Collected data entries
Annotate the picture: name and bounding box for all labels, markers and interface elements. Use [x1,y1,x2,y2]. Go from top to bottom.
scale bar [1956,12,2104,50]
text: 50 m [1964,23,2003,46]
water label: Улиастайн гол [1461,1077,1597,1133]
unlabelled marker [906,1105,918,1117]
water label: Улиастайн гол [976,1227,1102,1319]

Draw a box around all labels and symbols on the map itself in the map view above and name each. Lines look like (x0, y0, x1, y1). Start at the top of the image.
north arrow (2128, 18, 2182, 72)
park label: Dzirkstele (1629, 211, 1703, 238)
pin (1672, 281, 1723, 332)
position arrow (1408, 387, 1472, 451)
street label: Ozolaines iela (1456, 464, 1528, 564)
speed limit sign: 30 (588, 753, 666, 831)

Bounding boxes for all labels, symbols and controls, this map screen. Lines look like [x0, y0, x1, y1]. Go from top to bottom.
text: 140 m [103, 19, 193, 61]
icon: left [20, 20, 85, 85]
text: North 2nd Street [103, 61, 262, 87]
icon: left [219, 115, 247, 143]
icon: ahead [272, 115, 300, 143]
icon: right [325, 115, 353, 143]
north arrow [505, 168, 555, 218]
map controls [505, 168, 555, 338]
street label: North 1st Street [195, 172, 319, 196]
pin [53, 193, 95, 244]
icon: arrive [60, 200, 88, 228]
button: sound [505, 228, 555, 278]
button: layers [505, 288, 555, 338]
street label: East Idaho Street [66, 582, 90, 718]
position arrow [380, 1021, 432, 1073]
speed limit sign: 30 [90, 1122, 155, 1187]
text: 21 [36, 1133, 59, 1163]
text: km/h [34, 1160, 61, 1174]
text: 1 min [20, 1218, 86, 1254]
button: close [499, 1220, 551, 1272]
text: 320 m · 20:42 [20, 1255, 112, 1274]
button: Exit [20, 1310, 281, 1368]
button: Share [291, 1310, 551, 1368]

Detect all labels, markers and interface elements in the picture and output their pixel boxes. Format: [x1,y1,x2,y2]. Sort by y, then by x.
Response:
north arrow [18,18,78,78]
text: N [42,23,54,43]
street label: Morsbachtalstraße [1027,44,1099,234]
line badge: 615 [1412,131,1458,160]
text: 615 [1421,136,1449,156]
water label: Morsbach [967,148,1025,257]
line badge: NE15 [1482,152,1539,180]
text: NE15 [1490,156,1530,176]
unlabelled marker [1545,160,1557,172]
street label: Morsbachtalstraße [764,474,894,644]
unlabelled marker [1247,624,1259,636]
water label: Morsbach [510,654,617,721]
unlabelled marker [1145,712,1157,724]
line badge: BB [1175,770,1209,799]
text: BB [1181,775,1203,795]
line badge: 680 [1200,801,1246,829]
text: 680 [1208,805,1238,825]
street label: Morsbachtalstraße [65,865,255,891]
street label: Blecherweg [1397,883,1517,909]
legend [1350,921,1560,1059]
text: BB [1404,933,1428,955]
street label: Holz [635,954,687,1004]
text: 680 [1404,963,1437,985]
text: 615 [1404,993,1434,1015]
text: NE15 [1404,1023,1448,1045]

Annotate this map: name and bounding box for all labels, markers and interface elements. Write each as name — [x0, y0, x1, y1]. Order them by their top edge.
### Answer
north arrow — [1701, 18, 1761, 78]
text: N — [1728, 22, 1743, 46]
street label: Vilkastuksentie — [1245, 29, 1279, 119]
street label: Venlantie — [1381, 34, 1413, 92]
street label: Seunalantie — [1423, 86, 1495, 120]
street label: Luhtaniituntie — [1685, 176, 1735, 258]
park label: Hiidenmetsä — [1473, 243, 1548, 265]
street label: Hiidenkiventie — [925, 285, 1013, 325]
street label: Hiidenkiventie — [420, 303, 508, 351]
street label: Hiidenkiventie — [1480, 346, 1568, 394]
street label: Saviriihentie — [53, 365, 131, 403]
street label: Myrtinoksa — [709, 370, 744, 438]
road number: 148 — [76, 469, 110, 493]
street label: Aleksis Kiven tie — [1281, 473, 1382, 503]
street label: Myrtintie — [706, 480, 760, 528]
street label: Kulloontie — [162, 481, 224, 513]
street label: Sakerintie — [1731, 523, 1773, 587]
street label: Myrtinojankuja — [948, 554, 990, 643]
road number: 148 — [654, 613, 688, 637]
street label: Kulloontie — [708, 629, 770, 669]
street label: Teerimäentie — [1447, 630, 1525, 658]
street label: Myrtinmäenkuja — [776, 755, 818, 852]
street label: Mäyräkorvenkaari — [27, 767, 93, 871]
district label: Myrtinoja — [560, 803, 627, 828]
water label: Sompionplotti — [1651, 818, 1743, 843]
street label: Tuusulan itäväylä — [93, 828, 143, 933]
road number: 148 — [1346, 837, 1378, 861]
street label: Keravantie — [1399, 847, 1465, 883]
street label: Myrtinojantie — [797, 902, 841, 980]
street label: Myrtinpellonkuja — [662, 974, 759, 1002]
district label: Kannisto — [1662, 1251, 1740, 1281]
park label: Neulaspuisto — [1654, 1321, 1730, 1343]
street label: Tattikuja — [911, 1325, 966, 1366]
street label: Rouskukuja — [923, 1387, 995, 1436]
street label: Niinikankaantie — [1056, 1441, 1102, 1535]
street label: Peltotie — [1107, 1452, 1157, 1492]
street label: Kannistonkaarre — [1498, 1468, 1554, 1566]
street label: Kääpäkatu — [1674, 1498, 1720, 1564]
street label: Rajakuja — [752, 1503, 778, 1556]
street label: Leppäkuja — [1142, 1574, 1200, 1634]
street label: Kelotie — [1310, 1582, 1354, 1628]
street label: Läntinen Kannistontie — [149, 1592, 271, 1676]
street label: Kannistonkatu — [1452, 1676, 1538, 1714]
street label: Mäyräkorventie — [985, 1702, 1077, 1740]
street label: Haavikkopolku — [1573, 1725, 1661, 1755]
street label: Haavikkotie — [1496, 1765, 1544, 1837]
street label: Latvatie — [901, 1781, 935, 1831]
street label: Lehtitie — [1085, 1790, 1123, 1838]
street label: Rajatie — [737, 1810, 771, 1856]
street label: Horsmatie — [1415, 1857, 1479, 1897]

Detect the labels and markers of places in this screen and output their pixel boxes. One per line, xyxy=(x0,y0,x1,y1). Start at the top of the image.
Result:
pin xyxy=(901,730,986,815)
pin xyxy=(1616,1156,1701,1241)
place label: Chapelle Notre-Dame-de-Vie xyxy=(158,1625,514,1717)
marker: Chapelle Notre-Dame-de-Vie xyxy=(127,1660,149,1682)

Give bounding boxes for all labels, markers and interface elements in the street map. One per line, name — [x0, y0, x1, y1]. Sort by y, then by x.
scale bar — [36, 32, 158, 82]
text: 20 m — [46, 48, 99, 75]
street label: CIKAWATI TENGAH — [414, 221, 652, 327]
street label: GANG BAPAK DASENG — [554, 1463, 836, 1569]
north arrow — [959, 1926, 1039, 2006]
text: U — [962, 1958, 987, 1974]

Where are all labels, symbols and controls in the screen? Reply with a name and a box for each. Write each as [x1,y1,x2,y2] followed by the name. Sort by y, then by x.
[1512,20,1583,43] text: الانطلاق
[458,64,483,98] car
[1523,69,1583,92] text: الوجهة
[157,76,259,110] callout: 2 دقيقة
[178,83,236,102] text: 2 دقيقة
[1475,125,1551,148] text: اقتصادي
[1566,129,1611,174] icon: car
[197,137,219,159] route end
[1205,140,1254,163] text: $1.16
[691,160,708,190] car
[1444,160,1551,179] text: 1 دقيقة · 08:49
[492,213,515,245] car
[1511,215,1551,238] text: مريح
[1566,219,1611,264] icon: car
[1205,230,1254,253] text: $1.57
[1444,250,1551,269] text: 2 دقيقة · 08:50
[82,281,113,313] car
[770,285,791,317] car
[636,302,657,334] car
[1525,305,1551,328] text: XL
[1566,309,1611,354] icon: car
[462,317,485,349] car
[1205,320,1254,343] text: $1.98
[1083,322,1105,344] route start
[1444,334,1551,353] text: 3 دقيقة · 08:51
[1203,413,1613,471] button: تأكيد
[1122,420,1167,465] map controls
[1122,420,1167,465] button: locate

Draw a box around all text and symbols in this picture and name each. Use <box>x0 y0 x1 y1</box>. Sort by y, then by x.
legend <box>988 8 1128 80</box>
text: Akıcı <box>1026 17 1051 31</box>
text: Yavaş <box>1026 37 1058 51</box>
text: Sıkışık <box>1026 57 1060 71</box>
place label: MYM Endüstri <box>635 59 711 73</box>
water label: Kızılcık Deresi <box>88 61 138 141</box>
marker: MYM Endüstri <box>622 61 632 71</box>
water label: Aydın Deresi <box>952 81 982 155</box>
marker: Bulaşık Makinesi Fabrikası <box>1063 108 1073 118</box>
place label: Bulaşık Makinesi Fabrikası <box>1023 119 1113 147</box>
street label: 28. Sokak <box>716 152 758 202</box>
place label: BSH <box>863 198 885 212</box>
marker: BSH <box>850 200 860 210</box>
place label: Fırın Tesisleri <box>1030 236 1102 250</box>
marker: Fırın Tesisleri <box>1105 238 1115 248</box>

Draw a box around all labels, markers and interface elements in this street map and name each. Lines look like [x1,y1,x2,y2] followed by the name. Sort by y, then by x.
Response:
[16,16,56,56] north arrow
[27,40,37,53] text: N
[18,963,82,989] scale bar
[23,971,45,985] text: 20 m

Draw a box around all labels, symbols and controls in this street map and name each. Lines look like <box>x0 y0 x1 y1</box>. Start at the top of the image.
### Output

▶ _Task details_:
Read the entries and select each line where the word "pixel" is found.

▶ _Expected answer_:
Detect all labels, markers and interface elements in the picture and output their pixel boxes. Format: [x1,y1,x2,y2]. Sort by y, then by x.
Detect the labels and markers of places in this screen and output their pixel boxes. One per line, xyxy=(x0,y0,x1,y1). Start at the top of the image.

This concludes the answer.